_EXERCISE INPUTS_
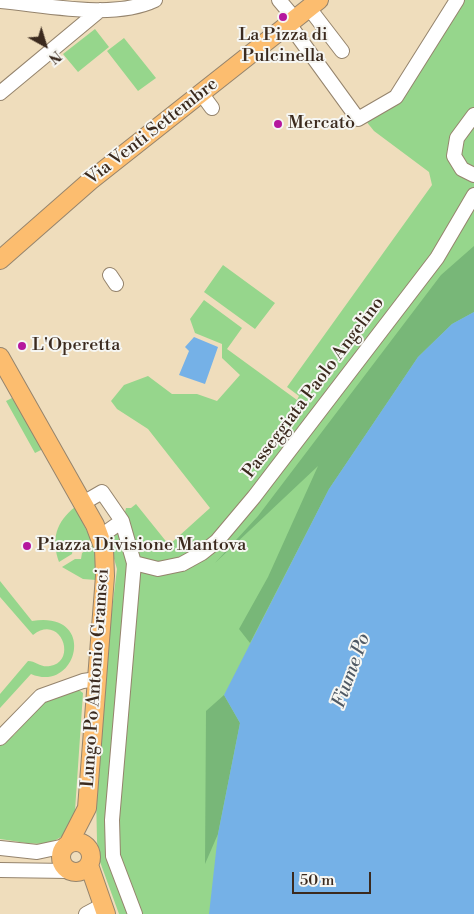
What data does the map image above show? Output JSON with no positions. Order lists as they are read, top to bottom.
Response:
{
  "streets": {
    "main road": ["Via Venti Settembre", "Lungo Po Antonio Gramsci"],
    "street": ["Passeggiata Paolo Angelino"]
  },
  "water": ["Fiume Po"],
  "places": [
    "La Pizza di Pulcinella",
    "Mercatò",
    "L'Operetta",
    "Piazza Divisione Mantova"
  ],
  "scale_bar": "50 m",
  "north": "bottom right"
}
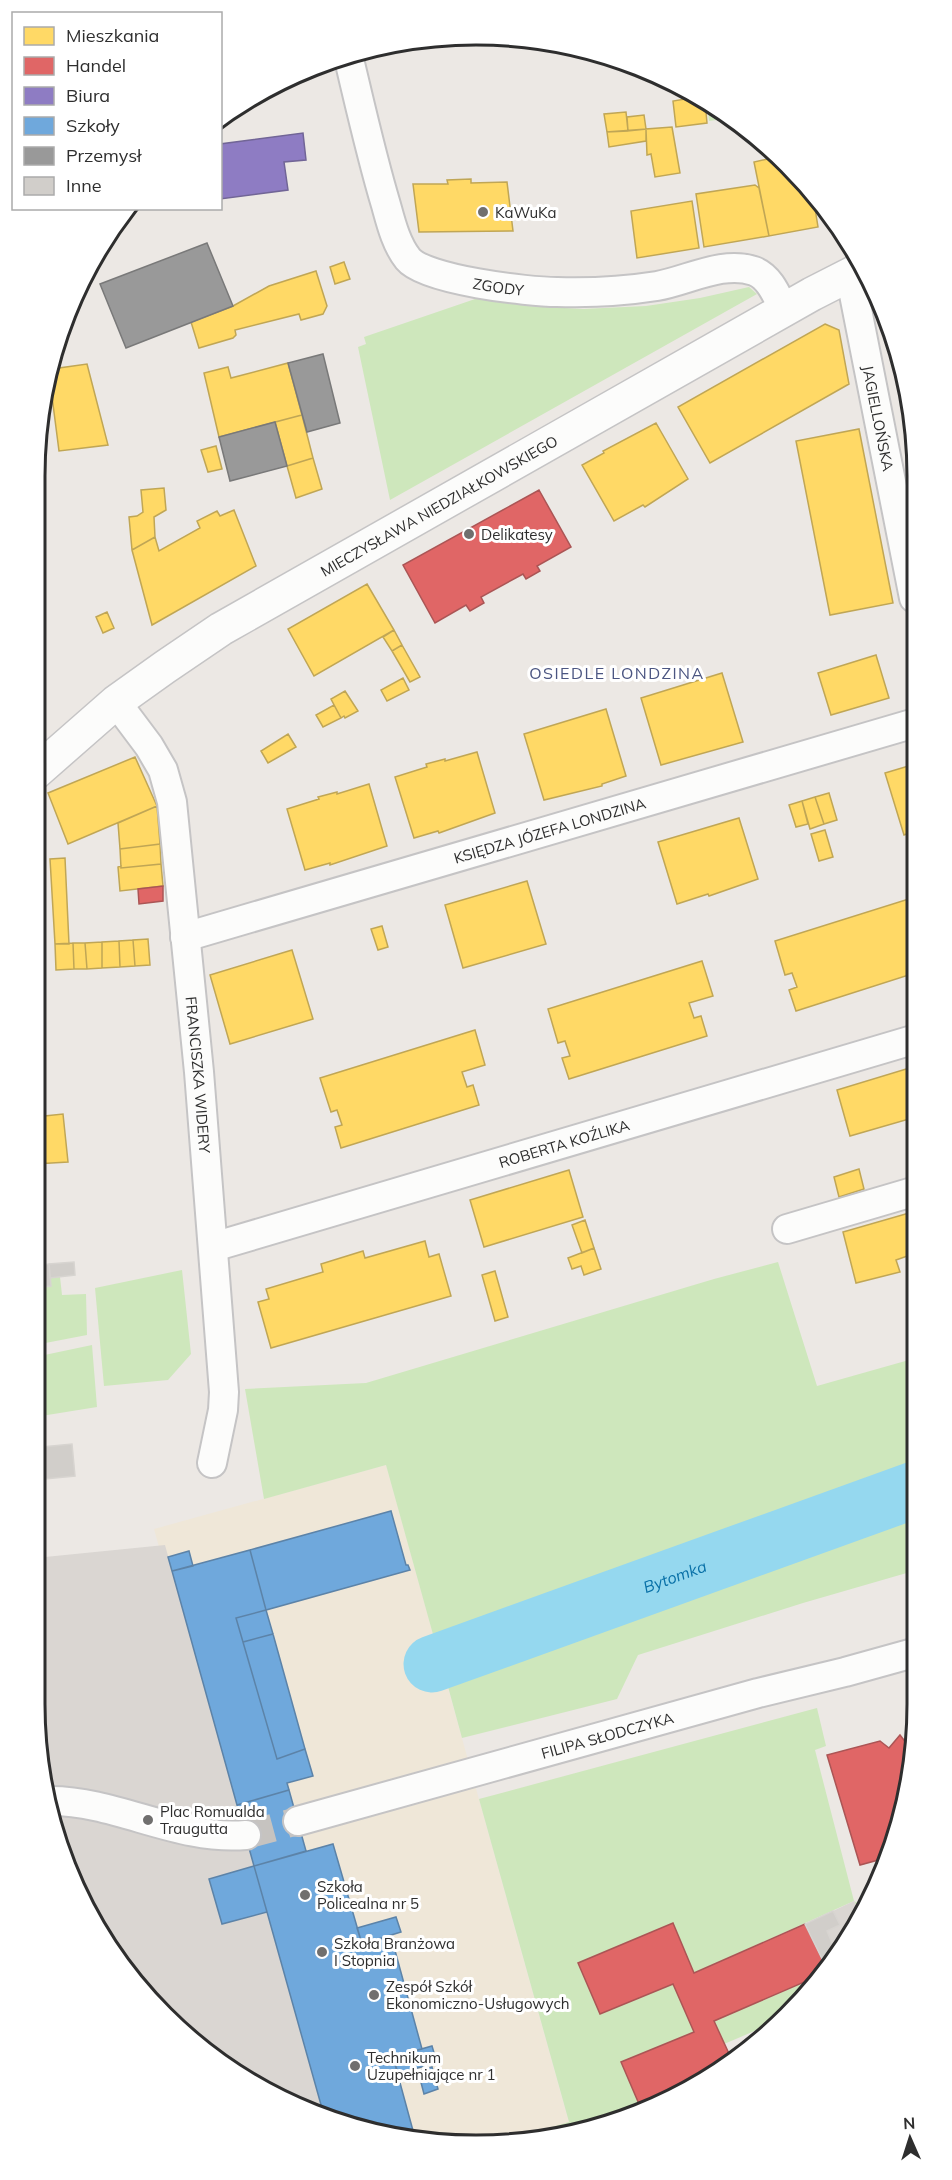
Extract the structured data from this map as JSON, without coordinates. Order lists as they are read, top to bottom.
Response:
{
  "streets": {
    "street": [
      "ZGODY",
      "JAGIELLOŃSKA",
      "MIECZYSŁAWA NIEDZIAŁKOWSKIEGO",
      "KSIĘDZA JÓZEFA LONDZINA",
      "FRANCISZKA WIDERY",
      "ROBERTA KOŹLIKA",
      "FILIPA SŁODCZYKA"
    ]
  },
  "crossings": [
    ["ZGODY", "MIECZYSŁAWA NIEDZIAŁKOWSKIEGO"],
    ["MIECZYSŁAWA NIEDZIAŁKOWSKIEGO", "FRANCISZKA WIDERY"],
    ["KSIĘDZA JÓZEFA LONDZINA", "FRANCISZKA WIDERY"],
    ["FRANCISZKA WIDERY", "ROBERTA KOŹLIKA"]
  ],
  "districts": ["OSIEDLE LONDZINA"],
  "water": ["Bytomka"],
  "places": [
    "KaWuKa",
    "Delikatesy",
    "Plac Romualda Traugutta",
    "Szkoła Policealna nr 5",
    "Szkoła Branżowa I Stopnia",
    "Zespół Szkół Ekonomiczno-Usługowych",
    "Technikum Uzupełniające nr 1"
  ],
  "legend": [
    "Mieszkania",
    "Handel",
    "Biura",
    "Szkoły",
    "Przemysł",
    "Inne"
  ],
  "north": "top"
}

==

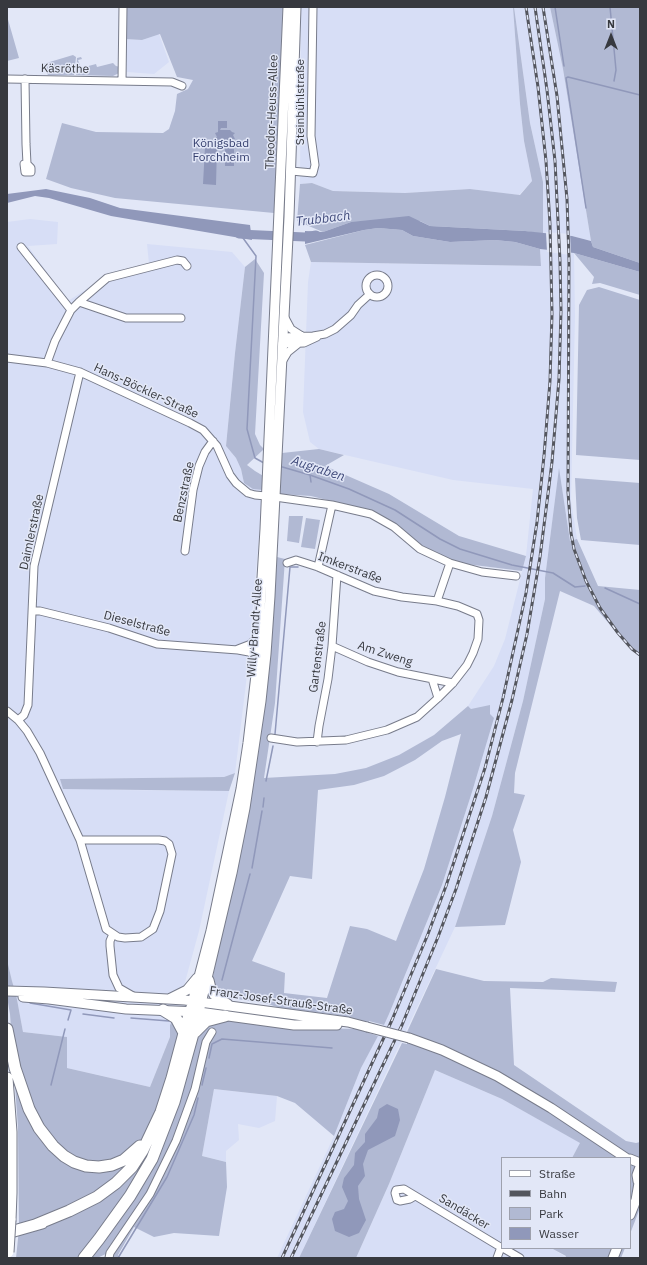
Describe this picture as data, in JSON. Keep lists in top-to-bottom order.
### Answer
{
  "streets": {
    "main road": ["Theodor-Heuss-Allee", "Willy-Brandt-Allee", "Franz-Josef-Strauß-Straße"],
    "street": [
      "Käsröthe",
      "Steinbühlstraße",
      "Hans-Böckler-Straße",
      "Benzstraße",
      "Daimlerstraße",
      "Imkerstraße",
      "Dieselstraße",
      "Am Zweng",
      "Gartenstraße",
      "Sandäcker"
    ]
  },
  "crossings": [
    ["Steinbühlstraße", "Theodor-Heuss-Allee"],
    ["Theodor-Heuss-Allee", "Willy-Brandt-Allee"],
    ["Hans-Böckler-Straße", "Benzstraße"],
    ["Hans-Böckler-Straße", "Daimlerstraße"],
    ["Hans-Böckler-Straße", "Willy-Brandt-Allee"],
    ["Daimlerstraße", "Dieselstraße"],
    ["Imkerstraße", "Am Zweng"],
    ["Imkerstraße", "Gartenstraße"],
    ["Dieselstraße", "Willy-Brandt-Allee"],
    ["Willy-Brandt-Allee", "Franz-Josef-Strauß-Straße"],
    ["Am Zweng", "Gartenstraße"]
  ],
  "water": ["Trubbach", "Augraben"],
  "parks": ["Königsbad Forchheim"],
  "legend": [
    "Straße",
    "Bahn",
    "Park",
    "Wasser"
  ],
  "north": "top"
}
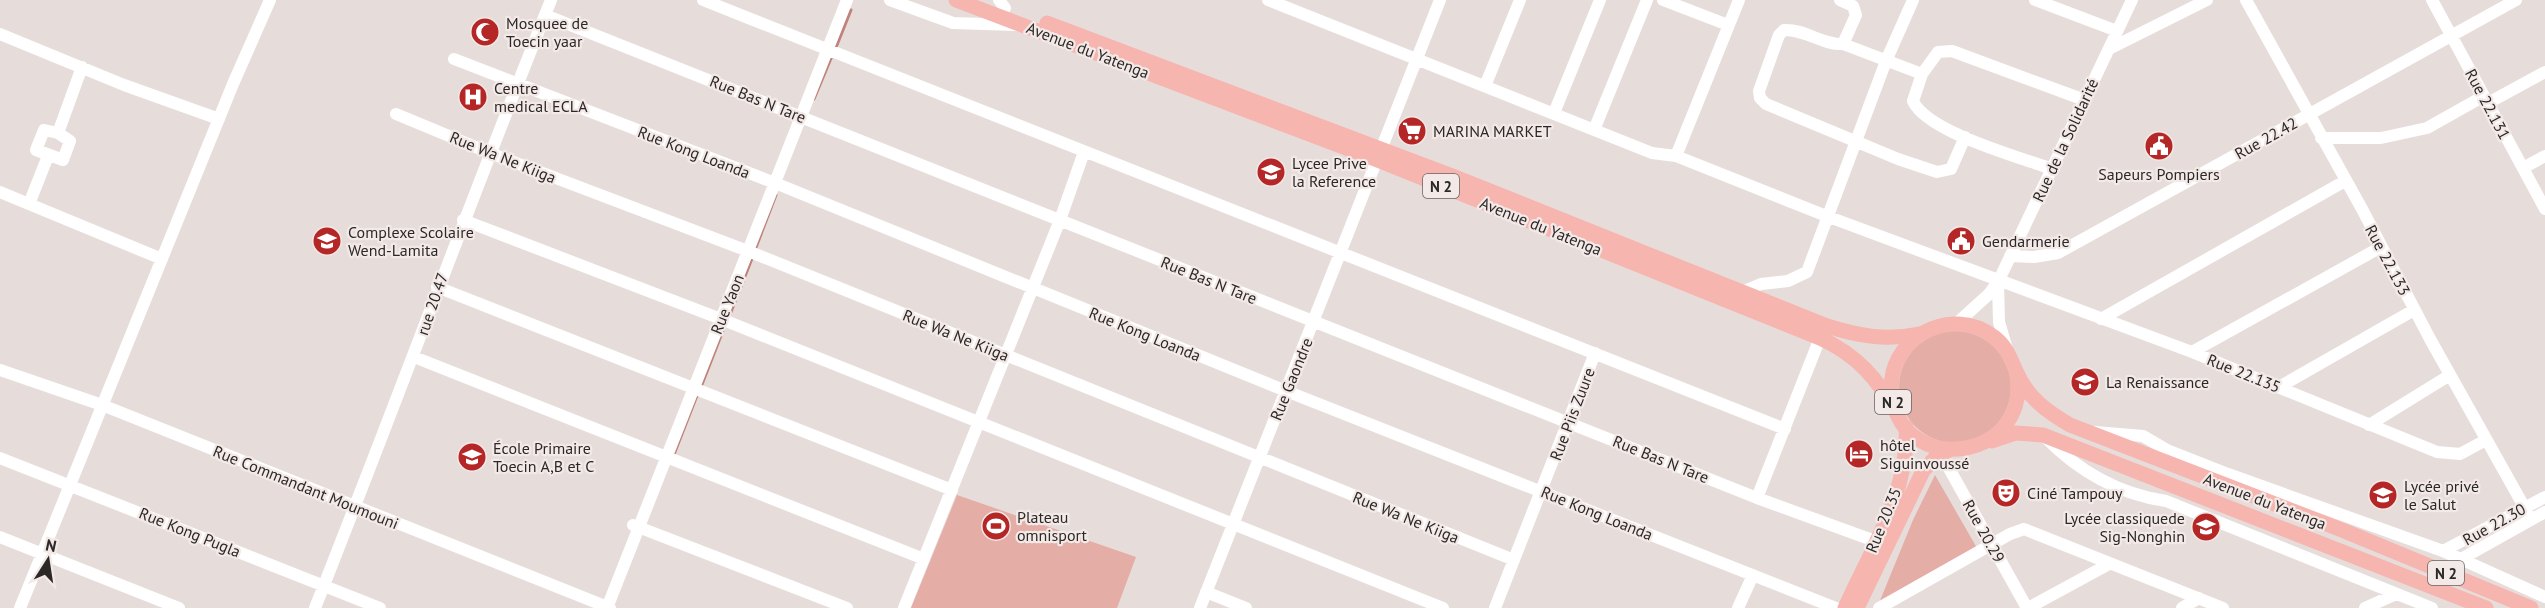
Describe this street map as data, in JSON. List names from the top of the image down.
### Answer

_AIM OF THE TASK_
In the listing above, find each line with the word "image" and return it.

_RESPONSE_
What data does the map image above show? Output JSON with no positions. Order lists as they are read, top to bottom.
Describe this street map as data, in JSON. List names from the top of the image down.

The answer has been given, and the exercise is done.